The finding of fewer past-year quit attempts among Whites as compared to African Americans and Hispanics may reflect patterns in the broader U.S. population. While some studies have found more quit attempts among U.S. Hispanics than Whites (Levinson, Pérez-Stable, Espinoza, Flores, & Byers, 2004), others have found the opposite (Rafful et al., 2013). A recent review found evidence for more quit attempts among African Americans than Whites, although Whites had more successful quit attempts (Kulak, Cornelius, Fong, & Giovino, 2016). A survey of heavy-drinking smokers similarly found that African Americans reported more failed quit attempts than Whites, despite endorsing fewer motives to continue smoking (Bacio, Guzman, Shapiro, & Ray, 2014).

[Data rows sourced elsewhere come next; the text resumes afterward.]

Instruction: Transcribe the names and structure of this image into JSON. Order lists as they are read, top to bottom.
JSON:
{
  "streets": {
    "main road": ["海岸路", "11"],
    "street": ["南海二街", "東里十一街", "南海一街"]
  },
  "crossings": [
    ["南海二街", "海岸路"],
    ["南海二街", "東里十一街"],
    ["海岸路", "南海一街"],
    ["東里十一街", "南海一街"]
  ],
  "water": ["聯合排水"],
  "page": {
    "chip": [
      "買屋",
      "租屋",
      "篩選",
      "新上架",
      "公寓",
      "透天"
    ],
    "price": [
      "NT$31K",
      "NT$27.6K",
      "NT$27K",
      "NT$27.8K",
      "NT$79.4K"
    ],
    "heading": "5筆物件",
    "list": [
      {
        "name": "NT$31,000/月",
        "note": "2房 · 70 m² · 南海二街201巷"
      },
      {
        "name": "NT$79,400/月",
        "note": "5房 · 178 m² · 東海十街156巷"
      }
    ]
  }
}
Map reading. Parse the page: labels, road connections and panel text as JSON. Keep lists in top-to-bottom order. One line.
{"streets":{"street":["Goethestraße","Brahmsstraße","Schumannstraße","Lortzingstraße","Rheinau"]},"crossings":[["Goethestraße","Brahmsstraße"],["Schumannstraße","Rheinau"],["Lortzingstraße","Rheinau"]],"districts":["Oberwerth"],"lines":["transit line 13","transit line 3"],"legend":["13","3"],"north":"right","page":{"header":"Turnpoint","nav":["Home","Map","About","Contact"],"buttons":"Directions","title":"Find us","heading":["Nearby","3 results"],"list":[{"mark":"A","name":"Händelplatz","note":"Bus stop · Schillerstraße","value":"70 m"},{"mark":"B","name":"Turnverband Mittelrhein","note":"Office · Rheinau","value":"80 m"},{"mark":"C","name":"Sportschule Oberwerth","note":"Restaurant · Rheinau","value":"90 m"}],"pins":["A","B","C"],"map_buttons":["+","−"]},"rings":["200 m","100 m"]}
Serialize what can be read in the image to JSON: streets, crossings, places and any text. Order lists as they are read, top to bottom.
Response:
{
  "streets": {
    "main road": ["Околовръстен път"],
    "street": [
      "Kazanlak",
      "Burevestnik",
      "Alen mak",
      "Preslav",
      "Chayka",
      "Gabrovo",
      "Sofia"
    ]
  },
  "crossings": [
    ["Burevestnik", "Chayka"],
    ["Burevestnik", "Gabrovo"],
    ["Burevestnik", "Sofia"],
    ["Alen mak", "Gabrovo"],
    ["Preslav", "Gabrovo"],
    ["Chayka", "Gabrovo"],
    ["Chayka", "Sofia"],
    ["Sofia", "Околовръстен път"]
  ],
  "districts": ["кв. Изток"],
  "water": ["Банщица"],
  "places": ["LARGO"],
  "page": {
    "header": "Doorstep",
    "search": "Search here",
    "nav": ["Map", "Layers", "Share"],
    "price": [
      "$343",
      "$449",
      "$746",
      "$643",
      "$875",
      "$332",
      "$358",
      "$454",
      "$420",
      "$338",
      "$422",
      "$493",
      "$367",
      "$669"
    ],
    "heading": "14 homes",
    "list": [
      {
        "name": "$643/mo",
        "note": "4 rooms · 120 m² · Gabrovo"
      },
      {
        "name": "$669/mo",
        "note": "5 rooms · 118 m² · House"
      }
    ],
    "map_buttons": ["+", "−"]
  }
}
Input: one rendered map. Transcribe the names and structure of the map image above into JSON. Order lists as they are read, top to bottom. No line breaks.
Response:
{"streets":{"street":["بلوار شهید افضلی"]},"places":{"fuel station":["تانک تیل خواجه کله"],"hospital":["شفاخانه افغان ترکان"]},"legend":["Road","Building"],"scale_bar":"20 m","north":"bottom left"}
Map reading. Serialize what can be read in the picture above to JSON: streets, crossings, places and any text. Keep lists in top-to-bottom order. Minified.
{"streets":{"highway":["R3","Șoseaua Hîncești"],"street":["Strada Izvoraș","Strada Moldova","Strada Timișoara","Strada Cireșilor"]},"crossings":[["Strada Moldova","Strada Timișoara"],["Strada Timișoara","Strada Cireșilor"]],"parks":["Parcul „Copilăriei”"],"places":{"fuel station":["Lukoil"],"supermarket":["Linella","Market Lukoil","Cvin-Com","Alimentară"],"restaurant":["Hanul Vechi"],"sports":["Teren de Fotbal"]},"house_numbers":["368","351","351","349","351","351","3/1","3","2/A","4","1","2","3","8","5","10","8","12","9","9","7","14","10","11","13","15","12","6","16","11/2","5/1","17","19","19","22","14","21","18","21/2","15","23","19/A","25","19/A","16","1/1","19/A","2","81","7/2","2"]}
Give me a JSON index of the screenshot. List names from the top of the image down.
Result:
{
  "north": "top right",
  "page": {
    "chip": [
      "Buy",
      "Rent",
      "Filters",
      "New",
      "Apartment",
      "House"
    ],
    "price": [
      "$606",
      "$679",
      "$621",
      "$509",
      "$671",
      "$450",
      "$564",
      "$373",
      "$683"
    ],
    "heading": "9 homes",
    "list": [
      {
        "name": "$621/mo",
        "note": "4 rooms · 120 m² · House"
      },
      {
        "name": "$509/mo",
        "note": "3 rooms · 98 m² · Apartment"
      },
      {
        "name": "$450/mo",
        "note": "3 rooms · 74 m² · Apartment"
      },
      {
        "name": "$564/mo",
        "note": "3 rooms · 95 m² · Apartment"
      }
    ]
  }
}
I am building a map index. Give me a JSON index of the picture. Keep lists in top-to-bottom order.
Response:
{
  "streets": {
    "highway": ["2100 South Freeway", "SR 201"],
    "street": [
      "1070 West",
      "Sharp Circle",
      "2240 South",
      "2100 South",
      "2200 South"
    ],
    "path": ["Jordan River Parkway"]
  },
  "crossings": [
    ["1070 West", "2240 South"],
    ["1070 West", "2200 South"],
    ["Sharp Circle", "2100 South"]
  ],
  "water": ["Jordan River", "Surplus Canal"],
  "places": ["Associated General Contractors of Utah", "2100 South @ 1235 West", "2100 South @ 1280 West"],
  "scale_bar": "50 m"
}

Whites in this sample reported the highest rates of lifetime NRT use, consistent with U.S. population-level analyses showing that Hispanic smokers are less likely than White smokers to use NRT (Levinson et al., 2004); African American and Hispanic smokers are less likely than Whites to have used tobacco-cessation aids during a past-year quit attempt (Cokkinides et al., 2008); and African American smokers are less likely to use NRT than other racial/ethnic groups (Fu et al., 2008). The reasons for these disparities are unclear, although in one qualitative study African American smokers attributed their low use to mistrust of doctors and insufficient information about NRT (Fu et al., 2007).

Other Tobacco Product Use

The findings regarding other tobacco product use aligned with broader U.S. population patterns. Lower odds of smokeless tobacco use among African Americans and Hispanics, and of e-cigarettes among African Americans as compared to Whites, mirror other product use by race/ethnicity among working adults in the U.S. (Syamlal, Jamal, King, et al., 2016; Syamlal, Jamal, & Mazurek, 2016). Higher likelihood of past 30-day cigar use among African Americans as compared to Whites in this analysis is consistent with a population-level study of U.S. young adults (ages 18–25) (Cullen et al., 2011).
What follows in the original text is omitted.